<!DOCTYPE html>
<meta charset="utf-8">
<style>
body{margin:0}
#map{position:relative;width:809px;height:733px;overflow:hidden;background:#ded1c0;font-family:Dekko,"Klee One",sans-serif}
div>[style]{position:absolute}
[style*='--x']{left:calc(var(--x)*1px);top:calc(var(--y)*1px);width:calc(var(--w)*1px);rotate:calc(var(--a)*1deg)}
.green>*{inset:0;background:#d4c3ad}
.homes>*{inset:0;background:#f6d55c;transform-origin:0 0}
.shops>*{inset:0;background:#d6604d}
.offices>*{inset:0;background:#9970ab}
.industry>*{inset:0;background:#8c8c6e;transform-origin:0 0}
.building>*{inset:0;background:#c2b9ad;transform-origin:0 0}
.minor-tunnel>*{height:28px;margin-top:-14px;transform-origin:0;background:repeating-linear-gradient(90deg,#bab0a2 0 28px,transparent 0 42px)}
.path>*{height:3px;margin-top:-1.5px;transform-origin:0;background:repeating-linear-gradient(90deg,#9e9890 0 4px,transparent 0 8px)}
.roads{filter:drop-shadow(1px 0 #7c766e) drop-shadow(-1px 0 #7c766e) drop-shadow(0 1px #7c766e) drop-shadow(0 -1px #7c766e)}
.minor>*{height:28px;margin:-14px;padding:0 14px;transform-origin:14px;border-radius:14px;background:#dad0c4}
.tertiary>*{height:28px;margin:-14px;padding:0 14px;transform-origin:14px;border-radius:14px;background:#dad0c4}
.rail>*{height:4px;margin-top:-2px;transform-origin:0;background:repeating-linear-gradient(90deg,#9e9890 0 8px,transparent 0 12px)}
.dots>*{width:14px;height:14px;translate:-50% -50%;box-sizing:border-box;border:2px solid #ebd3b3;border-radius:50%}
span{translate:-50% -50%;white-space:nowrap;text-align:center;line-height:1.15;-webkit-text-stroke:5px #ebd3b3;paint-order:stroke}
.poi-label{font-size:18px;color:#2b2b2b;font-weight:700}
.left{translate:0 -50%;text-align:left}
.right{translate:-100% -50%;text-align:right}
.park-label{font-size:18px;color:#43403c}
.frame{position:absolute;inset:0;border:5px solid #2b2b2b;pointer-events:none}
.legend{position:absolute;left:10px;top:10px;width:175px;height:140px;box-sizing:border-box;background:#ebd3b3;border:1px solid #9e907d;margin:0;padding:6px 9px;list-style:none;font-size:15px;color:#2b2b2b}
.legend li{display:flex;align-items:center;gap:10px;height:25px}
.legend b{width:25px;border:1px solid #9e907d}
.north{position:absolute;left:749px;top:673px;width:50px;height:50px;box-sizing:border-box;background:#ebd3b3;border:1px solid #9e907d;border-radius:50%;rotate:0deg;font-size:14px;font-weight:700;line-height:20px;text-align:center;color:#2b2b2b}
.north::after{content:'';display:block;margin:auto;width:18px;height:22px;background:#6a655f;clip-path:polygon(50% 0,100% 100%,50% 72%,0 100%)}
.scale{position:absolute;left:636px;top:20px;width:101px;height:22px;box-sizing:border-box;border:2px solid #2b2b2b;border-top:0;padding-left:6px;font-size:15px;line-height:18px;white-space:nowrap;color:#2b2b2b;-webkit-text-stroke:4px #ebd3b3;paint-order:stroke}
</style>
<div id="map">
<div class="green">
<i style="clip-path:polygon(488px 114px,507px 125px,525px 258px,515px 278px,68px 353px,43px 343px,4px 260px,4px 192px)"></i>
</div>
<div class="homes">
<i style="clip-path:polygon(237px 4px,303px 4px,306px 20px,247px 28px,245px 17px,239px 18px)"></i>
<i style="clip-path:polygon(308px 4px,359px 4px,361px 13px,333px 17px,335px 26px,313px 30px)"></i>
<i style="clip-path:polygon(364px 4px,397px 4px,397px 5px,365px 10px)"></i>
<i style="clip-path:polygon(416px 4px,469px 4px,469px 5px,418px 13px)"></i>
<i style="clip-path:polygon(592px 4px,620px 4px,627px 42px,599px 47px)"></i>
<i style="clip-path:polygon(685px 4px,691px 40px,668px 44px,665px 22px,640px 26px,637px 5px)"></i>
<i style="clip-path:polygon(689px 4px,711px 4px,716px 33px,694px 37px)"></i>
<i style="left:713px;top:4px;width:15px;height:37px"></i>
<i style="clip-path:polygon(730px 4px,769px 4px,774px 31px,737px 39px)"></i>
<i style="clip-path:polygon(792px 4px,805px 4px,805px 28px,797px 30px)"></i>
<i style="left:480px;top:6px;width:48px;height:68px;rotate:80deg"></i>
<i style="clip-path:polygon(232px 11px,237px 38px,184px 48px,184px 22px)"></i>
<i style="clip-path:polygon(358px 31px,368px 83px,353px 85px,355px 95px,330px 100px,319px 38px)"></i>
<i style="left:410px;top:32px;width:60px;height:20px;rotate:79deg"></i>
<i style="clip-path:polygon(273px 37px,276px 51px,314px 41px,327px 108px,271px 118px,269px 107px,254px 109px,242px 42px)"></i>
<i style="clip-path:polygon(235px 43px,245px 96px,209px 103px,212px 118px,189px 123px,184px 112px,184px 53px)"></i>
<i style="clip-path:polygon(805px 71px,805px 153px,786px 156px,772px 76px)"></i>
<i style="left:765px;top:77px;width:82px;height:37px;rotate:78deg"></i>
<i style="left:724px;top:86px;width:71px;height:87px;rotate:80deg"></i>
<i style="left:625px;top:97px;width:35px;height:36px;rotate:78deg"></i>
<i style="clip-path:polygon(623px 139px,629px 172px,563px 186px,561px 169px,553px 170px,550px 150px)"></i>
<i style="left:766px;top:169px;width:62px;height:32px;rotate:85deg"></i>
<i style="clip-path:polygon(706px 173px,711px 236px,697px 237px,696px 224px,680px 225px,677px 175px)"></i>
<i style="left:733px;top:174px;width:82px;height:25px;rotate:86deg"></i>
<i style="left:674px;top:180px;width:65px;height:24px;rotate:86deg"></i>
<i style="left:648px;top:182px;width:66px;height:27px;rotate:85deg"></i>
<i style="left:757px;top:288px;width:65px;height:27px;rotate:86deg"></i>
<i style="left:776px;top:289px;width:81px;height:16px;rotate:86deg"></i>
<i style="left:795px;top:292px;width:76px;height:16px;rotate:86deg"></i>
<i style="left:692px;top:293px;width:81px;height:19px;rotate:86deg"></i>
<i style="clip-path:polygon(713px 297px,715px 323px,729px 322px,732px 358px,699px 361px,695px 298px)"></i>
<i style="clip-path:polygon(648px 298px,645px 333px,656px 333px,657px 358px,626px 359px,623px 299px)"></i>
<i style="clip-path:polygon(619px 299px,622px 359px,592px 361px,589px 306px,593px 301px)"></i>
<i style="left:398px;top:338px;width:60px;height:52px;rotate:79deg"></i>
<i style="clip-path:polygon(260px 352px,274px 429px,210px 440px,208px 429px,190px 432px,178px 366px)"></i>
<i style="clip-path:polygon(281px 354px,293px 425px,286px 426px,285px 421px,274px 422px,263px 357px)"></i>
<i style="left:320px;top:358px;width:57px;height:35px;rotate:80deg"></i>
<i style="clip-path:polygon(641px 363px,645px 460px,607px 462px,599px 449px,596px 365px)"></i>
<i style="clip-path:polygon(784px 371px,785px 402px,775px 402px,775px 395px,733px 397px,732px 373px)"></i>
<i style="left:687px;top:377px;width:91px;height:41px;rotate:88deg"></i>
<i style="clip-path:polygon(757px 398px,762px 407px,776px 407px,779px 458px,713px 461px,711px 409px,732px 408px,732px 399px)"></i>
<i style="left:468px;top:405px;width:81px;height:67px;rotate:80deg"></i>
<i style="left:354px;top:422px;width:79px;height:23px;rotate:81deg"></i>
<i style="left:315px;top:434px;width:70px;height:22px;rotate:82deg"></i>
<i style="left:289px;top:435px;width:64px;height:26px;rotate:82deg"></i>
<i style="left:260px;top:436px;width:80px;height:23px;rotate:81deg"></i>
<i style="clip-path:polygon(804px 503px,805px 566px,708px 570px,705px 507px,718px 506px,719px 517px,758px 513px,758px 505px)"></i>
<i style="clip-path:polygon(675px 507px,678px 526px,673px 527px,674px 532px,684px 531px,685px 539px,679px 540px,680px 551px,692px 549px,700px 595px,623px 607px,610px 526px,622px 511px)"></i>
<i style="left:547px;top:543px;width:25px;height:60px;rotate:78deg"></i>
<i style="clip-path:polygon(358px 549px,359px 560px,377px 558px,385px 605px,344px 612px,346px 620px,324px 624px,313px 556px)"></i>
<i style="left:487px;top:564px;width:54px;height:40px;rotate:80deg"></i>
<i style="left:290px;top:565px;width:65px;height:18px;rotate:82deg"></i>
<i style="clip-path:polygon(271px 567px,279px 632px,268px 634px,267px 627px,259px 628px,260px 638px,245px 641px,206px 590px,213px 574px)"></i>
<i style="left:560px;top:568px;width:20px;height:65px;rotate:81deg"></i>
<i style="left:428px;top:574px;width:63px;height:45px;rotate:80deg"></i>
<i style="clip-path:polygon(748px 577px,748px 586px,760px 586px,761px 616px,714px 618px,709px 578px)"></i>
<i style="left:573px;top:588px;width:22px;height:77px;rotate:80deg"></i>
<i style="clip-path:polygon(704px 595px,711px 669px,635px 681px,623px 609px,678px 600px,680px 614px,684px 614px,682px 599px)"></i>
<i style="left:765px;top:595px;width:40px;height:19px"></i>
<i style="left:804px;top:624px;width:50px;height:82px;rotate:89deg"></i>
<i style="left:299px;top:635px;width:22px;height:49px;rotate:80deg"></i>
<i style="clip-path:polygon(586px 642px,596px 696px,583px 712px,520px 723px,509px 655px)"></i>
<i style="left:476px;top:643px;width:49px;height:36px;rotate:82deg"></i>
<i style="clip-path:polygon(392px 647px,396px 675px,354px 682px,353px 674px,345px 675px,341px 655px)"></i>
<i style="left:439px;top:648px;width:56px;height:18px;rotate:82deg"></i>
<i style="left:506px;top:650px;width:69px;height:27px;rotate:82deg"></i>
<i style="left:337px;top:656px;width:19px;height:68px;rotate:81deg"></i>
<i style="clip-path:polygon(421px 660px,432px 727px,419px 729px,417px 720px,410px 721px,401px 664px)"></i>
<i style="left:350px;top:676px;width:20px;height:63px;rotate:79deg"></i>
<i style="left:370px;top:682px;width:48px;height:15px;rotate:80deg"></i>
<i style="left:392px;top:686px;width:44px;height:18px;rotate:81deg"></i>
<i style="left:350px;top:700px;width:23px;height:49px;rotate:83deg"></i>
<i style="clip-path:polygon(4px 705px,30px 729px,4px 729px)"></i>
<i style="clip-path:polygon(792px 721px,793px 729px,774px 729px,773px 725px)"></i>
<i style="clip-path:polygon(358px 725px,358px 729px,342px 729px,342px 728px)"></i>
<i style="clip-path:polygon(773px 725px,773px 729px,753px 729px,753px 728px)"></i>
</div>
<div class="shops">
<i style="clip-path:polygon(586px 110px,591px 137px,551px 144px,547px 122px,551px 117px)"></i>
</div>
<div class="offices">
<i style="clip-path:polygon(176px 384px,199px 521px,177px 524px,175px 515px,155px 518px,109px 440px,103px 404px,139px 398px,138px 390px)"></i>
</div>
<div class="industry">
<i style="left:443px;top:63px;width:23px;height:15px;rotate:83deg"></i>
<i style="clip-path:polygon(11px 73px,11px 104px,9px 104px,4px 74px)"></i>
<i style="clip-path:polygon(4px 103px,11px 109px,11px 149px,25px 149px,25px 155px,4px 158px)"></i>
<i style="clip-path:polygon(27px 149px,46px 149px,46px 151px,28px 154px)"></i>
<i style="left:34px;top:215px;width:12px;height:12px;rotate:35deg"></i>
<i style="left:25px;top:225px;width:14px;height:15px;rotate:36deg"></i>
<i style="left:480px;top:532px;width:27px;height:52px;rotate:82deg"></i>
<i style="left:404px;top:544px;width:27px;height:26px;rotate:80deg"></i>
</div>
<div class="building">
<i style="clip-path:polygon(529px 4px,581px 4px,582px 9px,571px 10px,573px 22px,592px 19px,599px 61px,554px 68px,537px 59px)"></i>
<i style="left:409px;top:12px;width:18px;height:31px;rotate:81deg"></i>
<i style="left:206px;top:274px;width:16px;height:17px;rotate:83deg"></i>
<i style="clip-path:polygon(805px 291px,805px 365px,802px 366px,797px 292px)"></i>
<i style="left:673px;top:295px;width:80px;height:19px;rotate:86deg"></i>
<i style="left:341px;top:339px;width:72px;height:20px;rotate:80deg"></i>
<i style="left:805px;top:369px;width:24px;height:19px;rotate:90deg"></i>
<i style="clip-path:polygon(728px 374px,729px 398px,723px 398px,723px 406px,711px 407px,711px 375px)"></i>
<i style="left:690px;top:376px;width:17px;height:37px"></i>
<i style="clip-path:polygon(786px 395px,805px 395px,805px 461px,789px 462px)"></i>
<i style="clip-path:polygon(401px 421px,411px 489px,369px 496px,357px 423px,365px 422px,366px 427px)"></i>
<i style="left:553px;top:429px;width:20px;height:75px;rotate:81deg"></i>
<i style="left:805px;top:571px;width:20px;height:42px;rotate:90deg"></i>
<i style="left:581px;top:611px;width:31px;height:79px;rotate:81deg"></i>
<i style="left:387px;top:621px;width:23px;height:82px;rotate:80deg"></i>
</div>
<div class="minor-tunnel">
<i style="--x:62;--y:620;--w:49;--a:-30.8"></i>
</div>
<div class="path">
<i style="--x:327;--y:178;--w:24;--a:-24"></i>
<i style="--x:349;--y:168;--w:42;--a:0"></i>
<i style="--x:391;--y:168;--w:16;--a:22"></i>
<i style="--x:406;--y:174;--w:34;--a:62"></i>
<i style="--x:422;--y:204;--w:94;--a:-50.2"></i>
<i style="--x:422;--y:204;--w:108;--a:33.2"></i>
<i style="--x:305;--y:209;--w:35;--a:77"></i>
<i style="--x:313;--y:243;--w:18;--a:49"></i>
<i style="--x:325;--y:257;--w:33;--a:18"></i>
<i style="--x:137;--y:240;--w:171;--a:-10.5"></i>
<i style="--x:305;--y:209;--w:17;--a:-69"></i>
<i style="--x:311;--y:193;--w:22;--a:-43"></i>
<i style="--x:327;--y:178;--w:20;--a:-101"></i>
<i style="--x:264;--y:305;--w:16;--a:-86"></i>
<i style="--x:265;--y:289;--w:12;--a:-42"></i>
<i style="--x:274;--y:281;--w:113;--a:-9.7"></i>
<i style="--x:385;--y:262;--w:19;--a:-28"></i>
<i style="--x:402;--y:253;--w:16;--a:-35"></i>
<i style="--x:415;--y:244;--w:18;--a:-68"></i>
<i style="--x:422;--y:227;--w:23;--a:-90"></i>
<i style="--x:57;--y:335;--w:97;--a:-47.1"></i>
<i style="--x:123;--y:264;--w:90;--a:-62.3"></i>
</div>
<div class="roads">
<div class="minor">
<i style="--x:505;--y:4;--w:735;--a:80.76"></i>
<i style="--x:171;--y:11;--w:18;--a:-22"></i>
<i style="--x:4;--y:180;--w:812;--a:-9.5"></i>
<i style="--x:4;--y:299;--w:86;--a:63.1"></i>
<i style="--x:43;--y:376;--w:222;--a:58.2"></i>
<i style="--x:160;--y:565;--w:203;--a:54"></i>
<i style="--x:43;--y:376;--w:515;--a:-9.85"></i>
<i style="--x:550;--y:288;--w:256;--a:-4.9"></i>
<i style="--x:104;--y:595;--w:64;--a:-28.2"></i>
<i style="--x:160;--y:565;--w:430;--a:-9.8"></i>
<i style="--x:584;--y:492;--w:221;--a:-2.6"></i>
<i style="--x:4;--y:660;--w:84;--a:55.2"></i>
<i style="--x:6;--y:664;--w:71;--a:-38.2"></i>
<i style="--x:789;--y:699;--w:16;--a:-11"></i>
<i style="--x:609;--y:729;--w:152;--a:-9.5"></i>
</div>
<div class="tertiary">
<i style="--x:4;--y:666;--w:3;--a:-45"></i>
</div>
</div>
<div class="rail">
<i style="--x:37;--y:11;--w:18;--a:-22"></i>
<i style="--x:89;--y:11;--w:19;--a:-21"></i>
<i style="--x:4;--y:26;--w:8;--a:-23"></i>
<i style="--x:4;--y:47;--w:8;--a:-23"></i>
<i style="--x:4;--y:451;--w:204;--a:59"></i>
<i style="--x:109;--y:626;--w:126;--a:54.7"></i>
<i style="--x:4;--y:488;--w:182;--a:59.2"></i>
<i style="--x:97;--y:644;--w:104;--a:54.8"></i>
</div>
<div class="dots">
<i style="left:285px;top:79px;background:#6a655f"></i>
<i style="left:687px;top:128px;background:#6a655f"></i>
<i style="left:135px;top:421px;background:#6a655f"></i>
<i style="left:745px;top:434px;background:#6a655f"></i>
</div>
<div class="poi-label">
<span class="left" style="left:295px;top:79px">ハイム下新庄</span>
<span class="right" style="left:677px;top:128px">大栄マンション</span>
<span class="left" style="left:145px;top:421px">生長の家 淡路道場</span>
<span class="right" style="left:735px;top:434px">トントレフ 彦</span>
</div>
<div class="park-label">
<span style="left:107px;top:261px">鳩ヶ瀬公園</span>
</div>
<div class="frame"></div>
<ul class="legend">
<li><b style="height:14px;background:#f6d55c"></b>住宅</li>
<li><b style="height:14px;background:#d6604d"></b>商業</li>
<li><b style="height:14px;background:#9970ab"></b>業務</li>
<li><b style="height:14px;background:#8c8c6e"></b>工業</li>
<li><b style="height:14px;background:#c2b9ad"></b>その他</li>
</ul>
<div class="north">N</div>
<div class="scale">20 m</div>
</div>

:: Work required ::
Output each line of the listing in which the string "tunnel" is found.

:: Exercise solution ::
.minor-tunnel>*{height:28px;margin-top:-14px;transform-origin:0;background:repeating-linear-gradient(90deg,#bab0a2 0 28px,transparent 0 42px)}
<div class="minor-tunnel">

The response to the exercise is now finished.